The Electric Commentary

Friday, August 26, 2005

What should the President read?

Well, "books" are a good start.

The Washington Examiner tells us that G-Dub is currently reading John Barry's "The Great Influenza: The Epic Story of the Deadliest Plague in History," Mark Kurlansky's "Salt: A World History" and Edvard Radzinsky's "Alexander II: The Last Great Tsar." Not too shabby.
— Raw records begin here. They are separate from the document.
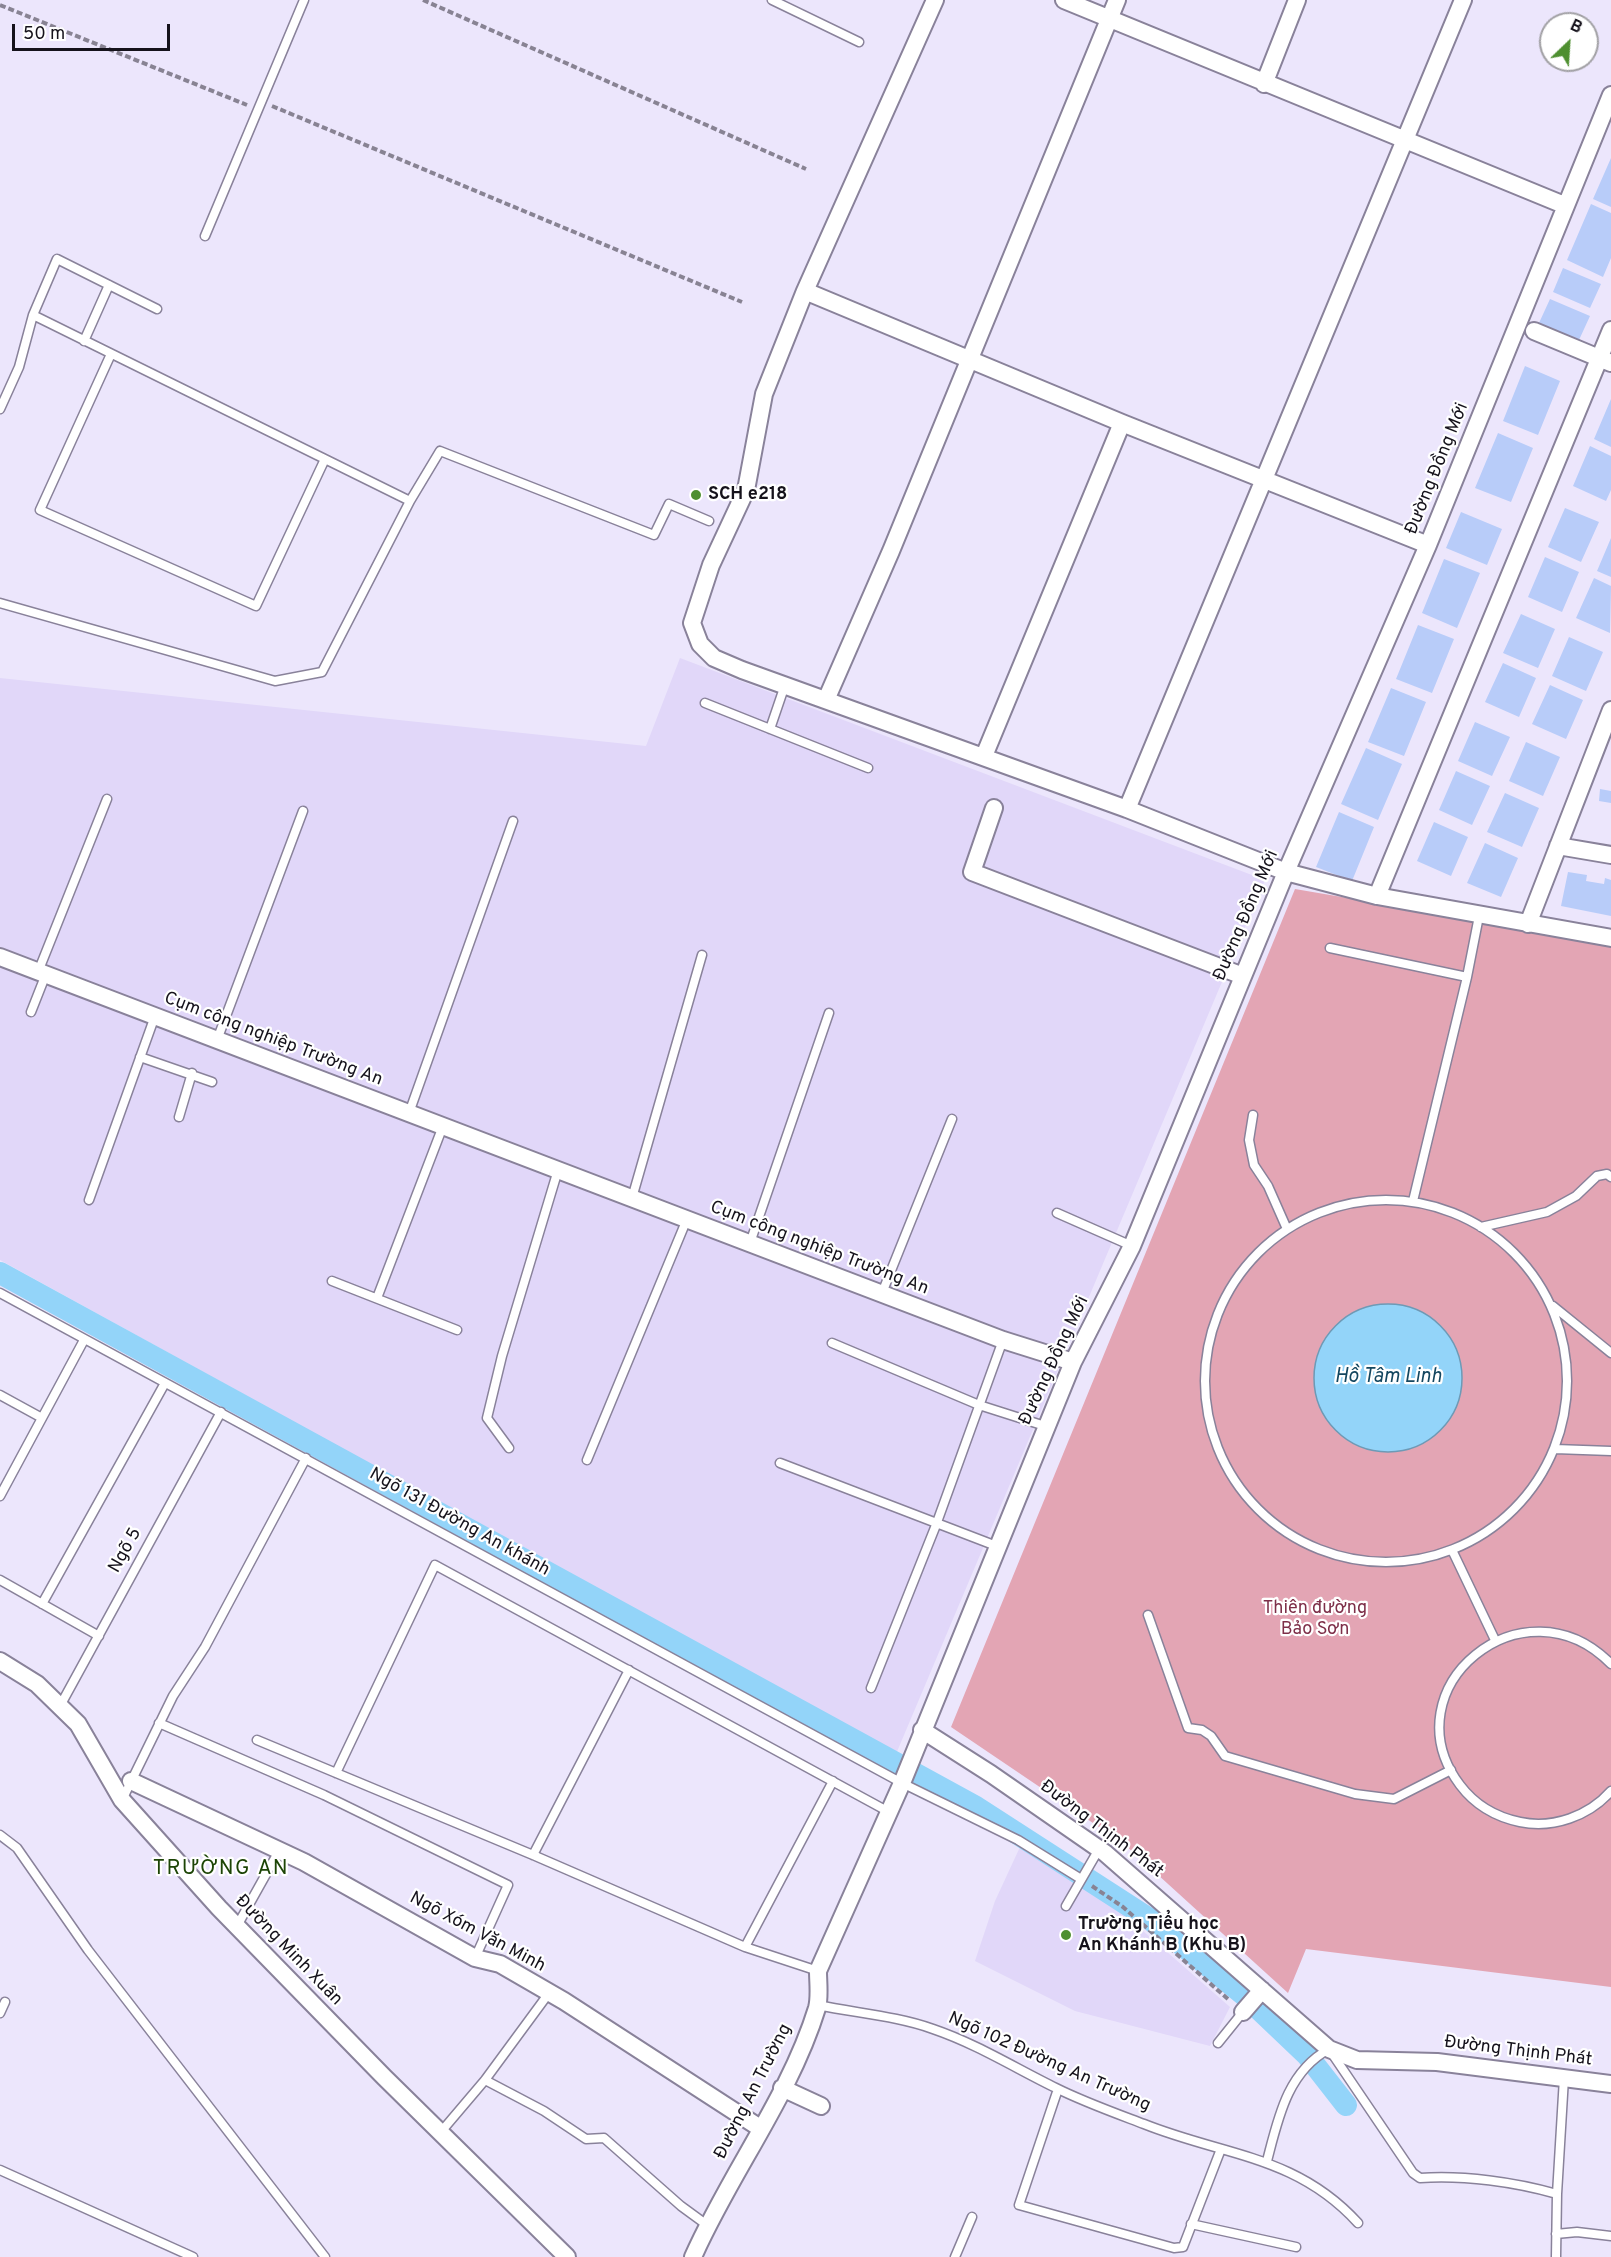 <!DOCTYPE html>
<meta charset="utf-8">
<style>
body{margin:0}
#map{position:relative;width:1611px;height:2257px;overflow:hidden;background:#ece6fc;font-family:Overpass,sans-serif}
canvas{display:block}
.north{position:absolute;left:1539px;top:12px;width:60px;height:60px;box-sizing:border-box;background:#fff;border:2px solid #a1a0a4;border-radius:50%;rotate:25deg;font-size:16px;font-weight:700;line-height:24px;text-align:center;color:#15121b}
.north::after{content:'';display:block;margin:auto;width:21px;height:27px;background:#4e8f30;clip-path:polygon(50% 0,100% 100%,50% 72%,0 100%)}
.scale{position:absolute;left:12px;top:24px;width:158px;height:27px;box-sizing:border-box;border:3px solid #15121b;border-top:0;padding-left:8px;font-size:18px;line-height:21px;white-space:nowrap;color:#15121b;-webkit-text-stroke:4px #fff;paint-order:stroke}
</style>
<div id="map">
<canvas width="1611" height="2257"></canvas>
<div class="north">B</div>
<div class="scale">50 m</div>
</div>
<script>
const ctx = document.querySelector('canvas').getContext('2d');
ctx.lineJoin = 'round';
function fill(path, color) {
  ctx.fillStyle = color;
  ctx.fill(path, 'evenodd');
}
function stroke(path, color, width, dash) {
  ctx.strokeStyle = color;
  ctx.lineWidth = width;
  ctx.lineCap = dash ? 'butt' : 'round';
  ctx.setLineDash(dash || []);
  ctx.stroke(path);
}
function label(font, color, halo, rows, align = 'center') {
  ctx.font = font + ' Overpass,sans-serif';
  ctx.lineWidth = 4.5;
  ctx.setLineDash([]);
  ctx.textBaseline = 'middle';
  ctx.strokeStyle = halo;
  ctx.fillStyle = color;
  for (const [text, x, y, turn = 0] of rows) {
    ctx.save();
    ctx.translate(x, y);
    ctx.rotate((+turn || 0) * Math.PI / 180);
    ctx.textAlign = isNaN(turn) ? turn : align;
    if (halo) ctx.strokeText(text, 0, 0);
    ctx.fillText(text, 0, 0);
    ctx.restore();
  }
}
const built = new Path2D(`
 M680,658L1265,880L896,1754L0,1260V678L646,746Z
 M1020,1847L1119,1910L1230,2007L1210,2046L1075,2011L975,1961L995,1901Z`);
const green = new Path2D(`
 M1295,889L1611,943V1987L1306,1949L1288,1993L1124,1844L951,1727Z`);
const water = new Path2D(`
 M1314 1378a74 74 0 1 1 148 0a74 74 0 1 1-148 0Z`);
const canal = new Path2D(`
 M0,1273L976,1807L1151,1920L1244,1995L1307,2055L1346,2105`);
const building = new Path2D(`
 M1611,158V207L1593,199Z
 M1591,204L1611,213V258L1603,277L1567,260Z
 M1563,268L1601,284L1590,308L1553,292Z
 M1550,299L1590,316L1579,340L1539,323Z
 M1525,366L1560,381L1538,435L1503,421Z
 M1611,399V447L1594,439Z
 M1498,433L1533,448L1511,502L1475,488Z
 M1590,446L1611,456V490L1606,501L1573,486Z
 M1565,508L1599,522L1581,562L1548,547Z
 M1461,512L1502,529L1487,565L1446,548Z
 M1611,538V577L1597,571Z
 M1545,557L1579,572L1562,612L1528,597Z
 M1444,559L1480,573L1457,628L1422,613Z
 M1594,578L1611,586L1610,633L1576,618Z
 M1521,614L1555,629L1538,668L1503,653Z
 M1418,625L1454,639L1432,693L1396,679Z
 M1569,637L1603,652L1586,691L1552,676Z
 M1503,663L1536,678L1519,717L1485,702Z
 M1550,685L1583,700L1566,739L1532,724Z
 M1391,688L1426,702L1404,756L1368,742Z
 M1475,722L1510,737L1492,776L1458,761Z
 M1526,742L1560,757L1543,796L1509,781Z
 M1366,748L1402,764L1378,820L1341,804Z
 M1456,771L1490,786L1472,825L1439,810Z
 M1600,789L1611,791V803L1599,801Z
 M1505,793L1539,808L1522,847L1487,832Z
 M1339,812L1374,827L1352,881L1316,867Z
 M1434,822L1468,837L1451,876L1417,861Z
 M1485,843L1518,858L1501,897L1467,883Z
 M1568,872L1587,875L1586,881L1604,884L1605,878L1611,880V916L1561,906Z`);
const path = new Path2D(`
 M423,0L806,169
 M0,5L247,105
 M272,106L742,302
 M1092,1886L1123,1907L1229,2000`);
const service = new Path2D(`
 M772,0L859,42
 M205,236L304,0
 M33,315L410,501
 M84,341L109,285
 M111,354L40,510L256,606L325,459
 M0,409L19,367L33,315L57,259L157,309
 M0,603L275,681L322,672L410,501L440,451L654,535L669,504L709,521
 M705,703L868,768
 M770,729L785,685
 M1330,948L1467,977
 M38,972L107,799
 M31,1012L46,974
 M217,1040L303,811
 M140,1057L212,1082
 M409,1113L513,821
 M1253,1115L1249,1140L1254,1165L1268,1186L1287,1229
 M179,1117L192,1073
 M632,1198L702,955
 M1205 1381a181 181 0 1 1 362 0a181 181 0 1 1-362 0Z
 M89,1200L155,1016
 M1413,1201L1467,977L1479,916
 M1057,1213L1132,1246
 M1481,1227L1547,1212L1576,1196L1597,1176L1607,1174L1611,1177
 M750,1243L829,1013
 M332,1281L457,1330
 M0,1293L902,1783L1018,1840L1081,1879
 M882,1293L952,1119
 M377,1298L443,1126
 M1553,1306L1611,1353
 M832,1343L979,1405L1045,1426
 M0,1395L42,1418
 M509,1448L487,1418L502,1356L558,1170
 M1555,1449L1611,1451
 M587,1460L687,1219
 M780,1463L999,1547
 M0,1496L84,1340
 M1452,1550L1495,1640
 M0,1580L99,1636
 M42,1604L165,1383
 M1148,1615L1188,1728L1202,1730L1211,1736L1225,1756L1355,1794L1394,1799L1451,1770
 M1611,1664C1524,1575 1387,1688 1460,1785C1475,1805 1496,1817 1520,1822C1553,1829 1589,1816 1611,1791
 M871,1688L936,1525L1003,1340
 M60,1706L221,1412
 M159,1723L324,1795L508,1885L475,1958
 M257,1740L533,1855L745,1947L818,1971
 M336,1773L435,1565L889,1812
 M122,1800L173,1696L205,1647L306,1458
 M0,1835L17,1848L88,1950L325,2257
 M533,1855L629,1670
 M1066,1906L1099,1849
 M237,1926L279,1851
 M745,1947L833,1781
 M818,2005C855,2013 897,2016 933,2029C977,2044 1015,2068 1056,2088C1084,2102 1115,2113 1144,2124C1224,2156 1296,2155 1358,2223
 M0,2013L5,2002
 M1218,2043L1243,2012
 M485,2080L544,2111L586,2139L604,2138L681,2206L707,2225
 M1058,2089L1019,2205L1174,2248L1183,2247L1221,2149
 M440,2133L485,2080L549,1993
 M1267,2161C1278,2119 1287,2072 1329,2049L1413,2173L1420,2178C1464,2175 1515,2182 1557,2194L1556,2257
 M0,2170L193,2257
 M1557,2194L1564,2078
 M1191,2224L1296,2247
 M1556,2234L1577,2232L1611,2236
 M955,2257L972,2217`);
const minor = new Path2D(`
 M935,0L805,291L764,394L746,490L711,565L692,623L700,644L714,658L742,670L1127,809L1286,872L1377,896L1611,938
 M1064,0L1564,205
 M1264,84L1297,0
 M805,291L1122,423L1428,545
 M1534,331L1611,363
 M826,700L891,551L1117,0
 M984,756L1122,423
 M994,808L972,872L1243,976
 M1127,809L1463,0
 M1558,846L1611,855
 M1377,896L1611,330
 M1528,924L1611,710
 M0,957L1003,1340L1073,1362
 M0,1661L37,1684L78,1724L122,1800L219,1908L384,2077L567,2257
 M922,1730L991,1774L1105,1853L1329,2049L1357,2060L1437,2062L1611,2084
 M131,1781L304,1862L475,1958L500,1964L564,2001L760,2128
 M1243,2012L1262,1990
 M782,2088L821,2106
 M693,2257C730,2173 790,2096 817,2008C820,1997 818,1983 818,1971L902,1783L1073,1362L1132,1246L1286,872L1428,545L1611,95`);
const markers = [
 [696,495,6,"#4e8f30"],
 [1066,1935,6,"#4e8f30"]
];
const streetNames = [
 ["Đường Đồng Mới",1438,469,-68],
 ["Đường Đồng Mới",1247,916,-67],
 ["Cụm công nghiệp Trường An",273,1040,21],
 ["Cụm công nghiệp Trường An",819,1249,21],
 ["Đường Đồng Mới",1055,1361,-65],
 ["Ngõ 131 Đường An khánh",459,1523,29],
 ["Ngõ 5",126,1551,-61],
 ["Đường Thịnh Phát",1101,1830,37],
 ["Ngõ Xóm Văn Minh",477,1933,28],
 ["Đường Minh Xuân",288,1951,46],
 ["Đường Thịnh Phát",1518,2052,7],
 ["Ngõ 102 Đường An Trường",1049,2063,24],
 ["Đường An Trường",754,2092,-63]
];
const poiNames = [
 ["SCH e218",708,495],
 ["Trường Tiểu học",1078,1925],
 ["An Khánh B (Khu B)",1078,1946]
];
const parkNames = [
 ["Thiên đường",1315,1609],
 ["Bảo Sơn",1315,1630]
];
const waterNames = [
 ["Hồ Tâm Linh",1388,1378]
];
const quarterNames = [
 ["TRƯỜNG AN",221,1870]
];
fill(built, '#e1d7f9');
fill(green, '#e3a5b4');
fill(water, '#93d4f9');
stroke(water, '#6d9ab6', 1.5);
stroke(canal, '#93d4f9', 22);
fill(building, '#b8ccf9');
stroke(service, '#89829a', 11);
stroke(minor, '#89829a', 20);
stroke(path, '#888393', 4, [6, 3]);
stroke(service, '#fff', 8);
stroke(minor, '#fff', 16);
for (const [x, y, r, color] of markers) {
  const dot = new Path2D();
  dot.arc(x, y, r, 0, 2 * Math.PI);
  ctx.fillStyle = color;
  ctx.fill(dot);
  stroke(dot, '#fff', 2);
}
label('18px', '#15121b', '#fff', streetNames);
label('bold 18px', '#15121b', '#fff', poiNames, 'left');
label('18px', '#7e2f49', '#fff', parkNames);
label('italic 20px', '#144760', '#fff', waterNames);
ctx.letterSpacing = '1.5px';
label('21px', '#1d4506', '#fff', quarterNames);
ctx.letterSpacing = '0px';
</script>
They also ask for recommendations:


" 'The Republican War on Science,' by Chris Mooney." - Kevin Drum, washingtonmonthly.com

" 'Guns, Germs, and Steel,' by Jared Diamond - you can't go wrong with that one." - Dan Drezner, www.danieldrezner.com

"Bush might take a pass at Nathaniel Hawthorne's great but generally underappreciated 1852 masterpiece, 'The Blithedale Romance,' which is set at a utopian community where everything goes awry. Each of the main characters has a very specific, monomaniacal way of viewing the world and, as the story's disastrous events unfold in death and destruction, each realizes that the world is a much more complex place than they ever allowed. It's a dark allegory about American exuberance and optimism that, when you think about it, should be required reading for not just the president but elected officials everywhere." - Nick Gillespie, editor, Reason magazine

" 'The River War,' by Winston Churchill. It's Churchill's first literary effort and it's about the attempt to reconquer the Sudan by the British. As an account of the clash between Western arms and Arab culture, it's a pretty good primer for the morass the president finds himself in today. And it's a great read." - Andrew Sullivan, AndrewSullivan.com; senior editor, The New Republic; columnist, Time magazine

" 'The Killer Inside Me,' by Jim Thompson. It's the story of a homily-spouting small-town Texas sheriff who practices a kind of water-torture-by-cliché, driving citizens mad with his aggravatingly bland blather. (A sample: 'Another thing about the weather,' I said. 'Everyone talks about it, but no one does anything. But maybe it's better that way. Every cloud has its silver lining, at least that's the way I figure it. I mean, if we didn't have the rain we wouldn't have the rainbows, now would we?') Also, he kills people." - Ana Marie Cox, aka "Wonkette," www.wonkette.com

My own recommendation? The Moon is a Harsh Mistress by Robert Heinlein.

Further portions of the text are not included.